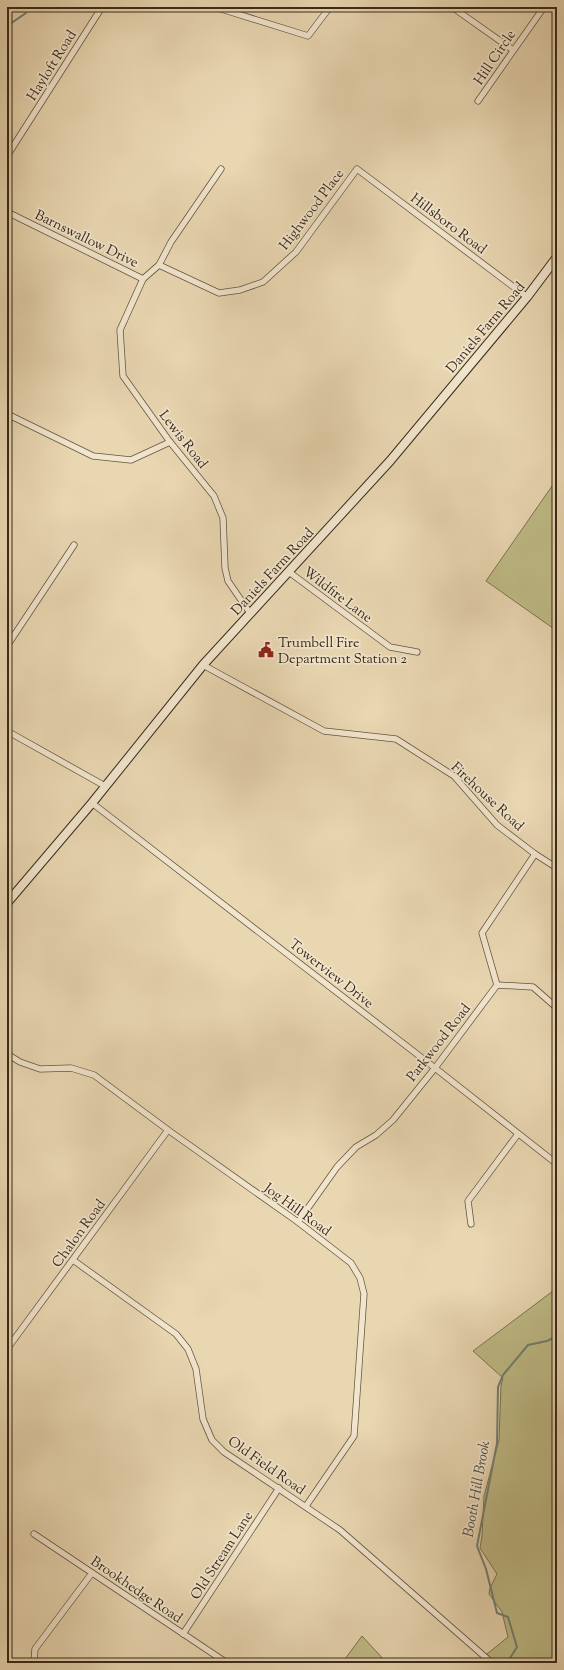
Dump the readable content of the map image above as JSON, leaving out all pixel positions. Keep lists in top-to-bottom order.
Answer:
{
  "streets": {
    "main road": ["Daniels Farm Road"],
    "street": [
      "Hill Circle",
      "Hayloft Road",
      "Highwood Place",
      "Hillsboro Road",
      "Barnswallow Drive",
      "Lewis Road",
      "Wildfire Lane",
      "Firehouse Road",
      "Towerview Drive",
      "Parkwood Road",
      "Jog Hill Road",
      "Chalon Road",
      "Old Field Road",
      "Old Stream Lane",
      "Brookhedge Road"
    ]
  },
  "crossings": [
    ["Highwood Place", "Hillsboro Road"],
    ["Highwood Place", "Barnswallow Drive"],
    ["Hillsboro Road", "Daniels Farm Road"],
    ["Barnswallow Drive", "Lewis Road"],
    ["Daniels Farm Road", "Lewis Road"],
    ["Daniels Farm Road", "Wildfire Lane"],
    ["Daniels Farm Road", "Firehouse Road"],
    ["Daniels Farm Road", "Towerview Drive"],
    ["Towerview Drive", "Parkwood Road"],
    ["Parkwood Road", "Jog Hill Road"],
    ["Jog Hill Road", "Chalon Road"],
    ["Jog Hill Road", "Old Field Road"],
    ["Chalon Road", "Old Field Road"],
    ["Old Field Road", "Old Stream Lane"],
    ["Old Stream Lane", "Brookhedge Road"]
  ],
  "water": ["Booth Hill Brook"],
  "places": {
    "public building": ["Trumbell Fire Department Station 2"]
  }
}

* **How to complete this task**
Show every line above where "Wildfire" is found.

* **Answer to this problem**
      "Wildfire Lane",
    ["Daniels Farm Road", "Wildfire Lane"],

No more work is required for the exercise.